During the midst of the attacks, any of these things could've happened. Yet there sits Bush, seemingly unconcerned. His Chief of Staff likewise doesn't think that America in flames warrants the President's immediate attention. And the Secret Service utterly fails to do its job by grabbing the President of the United States and getting him to safety. It's truly inexplicable.

And it's something the administration isn't too eager to trumpet. They haven't released footage of the President's (non)actions during this historic moment of American history. Until now, the only available footage had been a little film put together by Booker Elementary.  The problem is, there's a jump edit in the footage: From the time Card whispers to Bush until the end of the scene in the classroom, only 2 minutes and 10 seconds elapse.

But this new, fuller footage shows Bush sitting for a full five minutes after he'd been told that "America is under attack."

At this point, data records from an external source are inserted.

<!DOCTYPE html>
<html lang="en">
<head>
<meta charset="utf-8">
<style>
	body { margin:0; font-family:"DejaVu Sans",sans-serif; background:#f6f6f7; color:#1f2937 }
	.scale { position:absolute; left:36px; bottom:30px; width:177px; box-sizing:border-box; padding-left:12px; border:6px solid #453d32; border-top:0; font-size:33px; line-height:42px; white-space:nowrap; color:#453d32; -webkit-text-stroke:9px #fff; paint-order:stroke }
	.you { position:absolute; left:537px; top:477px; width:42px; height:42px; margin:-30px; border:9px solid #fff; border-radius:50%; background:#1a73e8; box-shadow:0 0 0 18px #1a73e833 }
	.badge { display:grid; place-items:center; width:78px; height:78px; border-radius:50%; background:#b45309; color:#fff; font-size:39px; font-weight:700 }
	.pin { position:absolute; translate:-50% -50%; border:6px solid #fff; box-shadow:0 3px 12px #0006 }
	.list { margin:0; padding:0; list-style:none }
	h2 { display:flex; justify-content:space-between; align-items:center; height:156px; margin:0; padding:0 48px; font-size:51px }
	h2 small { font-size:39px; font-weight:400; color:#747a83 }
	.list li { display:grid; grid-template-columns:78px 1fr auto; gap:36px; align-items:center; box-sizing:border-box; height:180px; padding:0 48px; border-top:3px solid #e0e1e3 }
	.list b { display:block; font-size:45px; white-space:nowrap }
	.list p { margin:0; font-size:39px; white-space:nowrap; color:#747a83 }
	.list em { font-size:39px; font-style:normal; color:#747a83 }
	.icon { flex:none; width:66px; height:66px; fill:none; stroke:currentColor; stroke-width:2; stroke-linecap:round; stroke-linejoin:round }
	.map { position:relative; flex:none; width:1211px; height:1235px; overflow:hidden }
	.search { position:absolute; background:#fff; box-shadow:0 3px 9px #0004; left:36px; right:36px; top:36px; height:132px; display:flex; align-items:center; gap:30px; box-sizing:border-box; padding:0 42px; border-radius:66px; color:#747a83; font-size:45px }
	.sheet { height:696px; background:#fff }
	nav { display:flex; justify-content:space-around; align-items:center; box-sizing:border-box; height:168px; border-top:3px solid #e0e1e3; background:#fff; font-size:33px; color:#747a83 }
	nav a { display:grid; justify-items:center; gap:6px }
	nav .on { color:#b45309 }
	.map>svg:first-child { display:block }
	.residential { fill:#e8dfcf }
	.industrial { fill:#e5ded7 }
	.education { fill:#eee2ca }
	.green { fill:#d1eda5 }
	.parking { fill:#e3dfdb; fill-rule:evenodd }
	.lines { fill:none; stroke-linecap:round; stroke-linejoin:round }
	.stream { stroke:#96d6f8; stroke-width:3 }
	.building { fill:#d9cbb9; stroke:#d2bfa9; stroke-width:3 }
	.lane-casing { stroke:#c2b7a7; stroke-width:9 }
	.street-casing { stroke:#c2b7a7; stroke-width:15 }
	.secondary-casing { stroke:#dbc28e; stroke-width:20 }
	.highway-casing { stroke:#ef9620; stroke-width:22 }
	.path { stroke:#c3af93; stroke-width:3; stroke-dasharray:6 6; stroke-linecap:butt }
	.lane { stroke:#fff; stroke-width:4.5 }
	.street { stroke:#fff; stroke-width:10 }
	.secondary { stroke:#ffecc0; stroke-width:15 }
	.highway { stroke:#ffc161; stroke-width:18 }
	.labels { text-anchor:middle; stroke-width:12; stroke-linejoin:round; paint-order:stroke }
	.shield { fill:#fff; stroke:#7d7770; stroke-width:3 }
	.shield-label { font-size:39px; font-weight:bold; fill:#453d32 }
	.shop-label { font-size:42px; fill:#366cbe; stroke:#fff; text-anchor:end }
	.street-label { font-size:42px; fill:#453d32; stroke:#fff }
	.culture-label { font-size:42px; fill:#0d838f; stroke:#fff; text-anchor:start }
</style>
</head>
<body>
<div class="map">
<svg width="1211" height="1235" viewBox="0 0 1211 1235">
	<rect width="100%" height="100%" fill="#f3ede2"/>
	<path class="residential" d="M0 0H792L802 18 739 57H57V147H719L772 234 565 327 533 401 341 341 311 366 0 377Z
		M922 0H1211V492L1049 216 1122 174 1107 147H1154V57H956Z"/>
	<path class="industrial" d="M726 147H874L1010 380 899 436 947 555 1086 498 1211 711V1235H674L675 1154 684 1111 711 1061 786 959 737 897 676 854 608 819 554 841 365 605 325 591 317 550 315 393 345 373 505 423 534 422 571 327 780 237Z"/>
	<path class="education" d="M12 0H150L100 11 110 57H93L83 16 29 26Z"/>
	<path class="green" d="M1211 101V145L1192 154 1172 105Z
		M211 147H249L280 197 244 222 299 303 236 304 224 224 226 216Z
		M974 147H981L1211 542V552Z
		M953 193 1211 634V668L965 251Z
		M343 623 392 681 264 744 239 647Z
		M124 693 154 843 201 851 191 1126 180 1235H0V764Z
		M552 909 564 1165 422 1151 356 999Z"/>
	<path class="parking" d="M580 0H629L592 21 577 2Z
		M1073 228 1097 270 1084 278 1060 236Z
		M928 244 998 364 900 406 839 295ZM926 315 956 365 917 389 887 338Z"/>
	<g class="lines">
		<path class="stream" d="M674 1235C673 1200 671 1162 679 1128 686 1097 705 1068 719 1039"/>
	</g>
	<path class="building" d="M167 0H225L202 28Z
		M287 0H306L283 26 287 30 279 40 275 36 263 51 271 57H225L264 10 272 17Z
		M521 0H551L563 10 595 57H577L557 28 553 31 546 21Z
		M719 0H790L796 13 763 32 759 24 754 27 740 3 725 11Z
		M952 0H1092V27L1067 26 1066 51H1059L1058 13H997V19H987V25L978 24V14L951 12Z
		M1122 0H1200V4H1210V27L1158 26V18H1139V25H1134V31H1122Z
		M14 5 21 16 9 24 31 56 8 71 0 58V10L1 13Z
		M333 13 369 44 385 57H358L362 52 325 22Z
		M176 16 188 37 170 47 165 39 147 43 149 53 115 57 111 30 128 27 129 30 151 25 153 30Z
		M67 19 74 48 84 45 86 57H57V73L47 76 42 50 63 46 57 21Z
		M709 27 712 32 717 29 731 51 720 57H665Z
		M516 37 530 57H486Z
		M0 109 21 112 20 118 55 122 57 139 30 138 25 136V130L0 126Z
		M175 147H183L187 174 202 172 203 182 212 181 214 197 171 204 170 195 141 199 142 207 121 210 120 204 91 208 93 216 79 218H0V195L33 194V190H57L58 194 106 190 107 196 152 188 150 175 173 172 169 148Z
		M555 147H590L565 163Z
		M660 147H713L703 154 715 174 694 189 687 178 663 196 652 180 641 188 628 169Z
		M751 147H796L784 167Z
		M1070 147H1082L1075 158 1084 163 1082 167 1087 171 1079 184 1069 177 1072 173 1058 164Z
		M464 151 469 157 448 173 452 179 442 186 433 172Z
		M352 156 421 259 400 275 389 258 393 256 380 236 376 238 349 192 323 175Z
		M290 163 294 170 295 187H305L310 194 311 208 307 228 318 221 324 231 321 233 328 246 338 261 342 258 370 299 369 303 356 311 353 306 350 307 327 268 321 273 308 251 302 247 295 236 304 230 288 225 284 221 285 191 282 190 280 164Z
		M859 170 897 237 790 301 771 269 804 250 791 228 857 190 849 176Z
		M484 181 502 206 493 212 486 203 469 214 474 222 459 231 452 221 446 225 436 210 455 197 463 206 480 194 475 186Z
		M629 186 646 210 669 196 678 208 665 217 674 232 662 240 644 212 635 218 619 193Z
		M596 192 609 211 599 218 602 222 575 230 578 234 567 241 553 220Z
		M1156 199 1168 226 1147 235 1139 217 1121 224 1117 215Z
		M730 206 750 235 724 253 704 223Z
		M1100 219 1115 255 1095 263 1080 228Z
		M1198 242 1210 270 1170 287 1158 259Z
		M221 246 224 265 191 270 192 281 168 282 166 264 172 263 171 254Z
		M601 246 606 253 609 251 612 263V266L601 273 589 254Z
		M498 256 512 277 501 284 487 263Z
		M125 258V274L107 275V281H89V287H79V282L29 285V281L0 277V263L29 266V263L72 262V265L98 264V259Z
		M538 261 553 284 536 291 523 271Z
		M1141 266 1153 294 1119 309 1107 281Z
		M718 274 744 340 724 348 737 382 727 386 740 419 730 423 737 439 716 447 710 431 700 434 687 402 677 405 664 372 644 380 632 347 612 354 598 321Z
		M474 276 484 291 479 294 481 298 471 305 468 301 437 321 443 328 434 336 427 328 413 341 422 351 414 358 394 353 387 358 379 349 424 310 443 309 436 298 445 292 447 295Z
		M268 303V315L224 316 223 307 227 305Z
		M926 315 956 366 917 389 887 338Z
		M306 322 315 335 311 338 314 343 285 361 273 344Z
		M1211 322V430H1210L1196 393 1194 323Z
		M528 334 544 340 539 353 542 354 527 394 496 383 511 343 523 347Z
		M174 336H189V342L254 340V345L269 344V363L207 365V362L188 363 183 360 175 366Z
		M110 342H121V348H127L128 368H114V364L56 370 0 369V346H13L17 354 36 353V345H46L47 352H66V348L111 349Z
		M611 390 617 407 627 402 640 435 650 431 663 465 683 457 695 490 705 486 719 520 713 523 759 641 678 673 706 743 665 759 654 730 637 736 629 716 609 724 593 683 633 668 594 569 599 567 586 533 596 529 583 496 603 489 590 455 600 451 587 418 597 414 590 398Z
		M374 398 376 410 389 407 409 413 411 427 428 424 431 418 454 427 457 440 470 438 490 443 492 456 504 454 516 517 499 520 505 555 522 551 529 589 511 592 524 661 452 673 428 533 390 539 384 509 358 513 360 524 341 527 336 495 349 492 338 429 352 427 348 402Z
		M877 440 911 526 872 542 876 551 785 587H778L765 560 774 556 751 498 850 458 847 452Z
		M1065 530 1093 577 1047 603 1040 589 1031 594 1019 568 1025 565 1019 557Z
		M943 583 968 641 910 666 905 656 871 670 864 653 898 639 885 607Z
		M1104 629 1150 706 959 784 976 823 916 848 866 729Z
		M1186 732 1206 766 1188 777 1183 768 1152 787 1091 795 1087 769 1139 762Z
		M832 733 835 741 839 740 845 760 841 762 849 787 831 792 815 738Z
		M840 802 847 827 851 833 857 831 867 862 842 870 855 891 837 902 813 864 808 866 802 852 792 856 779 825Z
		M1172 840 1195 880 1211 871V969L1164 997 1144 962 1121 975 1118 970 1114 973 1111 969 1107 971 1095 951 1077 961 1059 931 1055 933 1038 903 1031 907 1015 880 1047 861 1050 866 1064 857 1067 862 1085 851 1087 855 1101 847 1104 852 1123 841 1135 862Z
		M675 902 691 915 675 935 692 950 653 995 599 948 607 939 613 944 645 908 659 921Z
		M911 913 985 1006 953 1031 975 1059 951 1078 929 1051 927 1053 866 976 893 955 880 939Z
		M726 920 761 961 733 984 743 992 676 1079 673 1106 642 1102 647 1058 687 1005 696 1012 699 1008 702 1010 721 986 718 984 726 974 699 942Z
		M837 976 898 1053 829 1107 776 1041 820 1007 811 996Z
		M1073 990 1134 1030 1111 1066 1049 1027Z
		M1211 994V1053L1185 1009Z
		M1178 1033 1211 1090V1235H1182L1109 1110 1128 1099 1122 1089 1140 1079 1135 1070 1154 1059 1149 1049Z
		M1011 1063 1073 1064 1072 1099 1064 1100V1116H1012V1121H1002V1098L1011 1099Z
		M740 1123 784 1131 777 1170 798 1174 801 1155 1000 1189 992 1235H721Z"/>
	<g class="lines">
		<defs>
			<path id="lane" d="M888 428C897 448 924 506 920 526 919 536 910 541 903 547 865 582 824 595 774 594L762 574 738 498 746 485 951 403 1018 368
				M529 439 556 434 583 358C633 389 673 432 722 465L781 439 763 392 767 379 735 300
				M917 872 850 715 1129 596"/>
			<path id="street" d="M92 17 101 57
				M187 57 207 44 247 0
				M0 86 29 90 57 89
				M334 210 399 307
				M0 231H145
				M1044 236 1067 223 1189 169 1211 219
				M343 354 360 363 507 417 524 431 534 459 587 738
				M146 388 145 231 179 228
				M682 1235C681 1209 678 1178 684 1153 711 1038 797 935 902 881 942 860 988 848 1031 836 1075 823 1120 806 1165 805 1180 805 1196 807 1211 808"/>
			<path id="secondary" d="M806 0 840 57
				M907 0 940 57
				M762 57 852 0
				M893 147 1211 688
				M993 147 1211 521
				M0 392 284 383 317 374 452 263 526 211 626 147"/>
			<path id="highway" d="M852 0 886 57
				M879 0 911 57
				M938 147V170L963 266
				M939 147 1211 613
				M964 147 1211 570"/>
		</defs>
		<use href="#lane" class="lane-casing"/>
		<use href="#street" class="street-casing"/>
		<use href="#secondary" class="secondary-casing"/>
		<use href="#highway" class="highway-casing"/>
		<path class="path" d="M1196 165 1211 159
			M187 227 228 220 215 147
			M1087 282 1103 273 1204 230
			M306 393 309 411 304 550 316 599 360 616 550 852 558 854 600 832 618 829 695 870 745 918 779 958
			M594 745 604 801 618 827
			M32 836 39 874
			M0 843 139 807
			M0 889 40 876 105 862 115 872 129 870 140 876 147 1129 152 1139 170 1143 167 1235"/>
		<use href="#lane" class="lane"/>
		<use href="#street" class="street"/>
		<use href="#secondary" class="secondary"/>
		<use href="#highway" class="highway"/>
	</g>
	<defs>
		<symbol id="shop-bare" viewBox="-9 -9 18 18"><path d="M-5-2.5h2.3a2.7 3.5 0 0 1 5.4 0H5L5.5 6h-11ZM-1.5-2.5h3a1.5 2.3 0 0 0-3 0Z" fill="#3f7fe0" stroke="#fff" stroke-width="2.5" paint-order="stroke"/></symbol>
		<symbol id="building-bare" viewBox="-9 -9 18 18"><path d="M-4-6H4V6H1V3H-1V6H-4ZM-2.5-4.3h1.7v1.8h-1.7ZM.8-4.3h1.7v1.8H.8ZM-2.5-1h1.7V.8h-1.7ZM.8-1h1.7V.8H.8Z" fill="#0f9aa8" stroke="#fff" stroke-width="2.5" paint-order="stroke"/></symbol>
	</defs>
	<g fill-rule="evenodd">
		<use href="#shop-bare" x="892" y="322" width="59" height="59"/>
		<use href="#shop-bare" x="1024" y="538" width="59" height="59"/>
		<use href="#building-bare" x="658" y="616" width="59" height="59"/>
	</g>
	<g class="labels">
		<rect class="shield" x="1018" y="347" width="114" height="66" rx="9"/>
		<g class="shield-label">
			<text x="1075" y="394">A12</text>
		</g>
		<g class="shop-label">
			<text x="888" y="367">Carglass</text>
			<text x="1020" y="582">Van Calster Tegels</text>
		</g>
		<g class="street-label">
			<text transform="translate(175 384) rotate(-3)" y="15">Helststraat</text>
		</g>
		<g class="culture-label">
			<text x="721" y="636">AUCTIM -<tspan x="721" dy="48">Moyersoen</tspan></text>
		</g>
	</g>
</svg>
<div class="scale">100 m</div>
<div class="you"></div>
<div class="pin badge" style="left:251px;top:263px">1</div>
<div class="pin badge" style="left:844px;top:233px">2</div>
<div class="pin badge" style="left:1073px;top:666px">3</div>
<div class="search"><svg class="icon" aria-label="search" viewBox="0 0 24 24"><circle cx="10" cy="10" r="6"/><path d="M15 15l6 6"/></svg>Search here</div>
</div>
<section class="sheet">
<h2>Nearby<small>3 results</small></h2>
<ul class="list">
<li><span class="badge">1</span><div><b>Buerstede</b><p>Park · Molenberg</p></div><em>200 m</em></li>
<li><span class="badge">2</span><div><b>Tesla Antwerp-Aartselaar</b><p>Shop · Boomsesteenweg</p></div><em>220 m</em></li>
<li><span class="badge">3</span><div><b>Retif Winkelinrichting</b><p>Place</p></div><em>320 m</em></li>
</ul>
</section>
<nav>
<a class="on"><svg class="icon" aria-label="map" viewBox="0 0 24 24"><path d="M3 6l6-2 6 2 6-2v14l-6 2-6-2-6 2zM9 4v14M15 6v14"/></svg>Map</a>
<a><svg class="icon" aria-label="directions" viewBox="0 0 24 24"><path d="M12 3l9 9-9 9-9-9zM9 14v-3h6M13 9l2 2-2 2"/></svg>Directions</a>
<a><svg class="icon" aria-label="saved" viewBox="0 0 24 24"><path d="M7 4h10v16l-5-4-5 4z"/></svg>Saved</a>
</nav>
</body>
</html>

He declined to take action even longer than this, but unfortunately this footage ends before he leaves the classroom. Thanks to an amazing article by Allan Wood and Paul Thompson, we know what happened after the footage suddenly cuts off:

The only source to describe what happened next is Fighting Back by Bill Sammon. Publishers Weekly described Sammon's book as an "inside account of the Bush administration's reaction to 9-11 [and] a breathless, highly complimentary portrait of the president [showing] the great merit and unwavering moral vision of his inner circle." [Publisher's Weekly, 10/15/02] Sammon's conservative perspective makes his account of Bush's behavior at the end of the photo-op all the more surprising. Bush is described as smiling and chatting with the children "as if he didn't have a care in the world" and "in the most relaxed manner imaginable." White House aide Gordon Johndroe, then came in as he usually does at the end of press conferences, and said, "Thank you, press. If you could step out the door we came in, please." A reporter then asked, "Mr. President, are you aware of the reports of the plane crash in New York? Is there anything...", But Bush interrupted, and no doubt recalling his order, "DON'T SAY ANYTHING YET," Bush responded, "I'll talk about it later." But still the president did not leave. "He stepped forward and shook hands with [classroom teacher] Daniels, slipping his left hand behind her in another photo-op pose. He was taking his good old time. ... Bush lingered until the press was gone." [Fighting Back: The War on Terrorism - From Inside the Bush White House, by Bill Sammon, 10/02, p. 90]

For a detailed portrait of what Bush did and didn't do on 9-11, you can do no better than to read this article here. It is based completely on reports from mainstream media and statements from government officials.

Apologists claim that Bush didn't leave simply because he didn't want to interrupt and upset the children, but this falls apart for several reasons:

1) America is being attacked, thousands are dying, and Bush doesn't know if we're facing nuclear, biological, or chemical attacks, as well. Couldn't he just say, "Excuse me, kids, I need to take care of something. It's part of being President, y'understand. I'll be back as soon as I can."

2) At the moment Card told Bush about the second plane, the children weren't reading to Bush. They had finished reading words from an easel and were reaching under their chairs for a book when Card whispered to Bush. Another 30 seconds would elapse before they started reading again. This pause was a perfect time for Bush to politely excuse himself.

3) By staying, he not only endangered his own life, but the lives of all of those children. Wouldn't it be better to risk upsetting them than to risk letting them die in a terror attack?

4) Even if Bush was afraid of hurting the kiddies' feelings, what about the Secret Service? Have they been trained not to attempt to save the President's life if it might bother some schoolchildren?

5) What about Chief of Staff Andrew Card, White House Spokesperson Ari Fleischer, and other officials who were in that classroom? Didn't they feel that a 21st-century Pearl Harbor and a potential attack on the President himself were worth some sort of action?

6) Finally, and most damningly, this excuse doesn't explain why Bush continued to mill around the classroom for several minutes after the children had finished reading.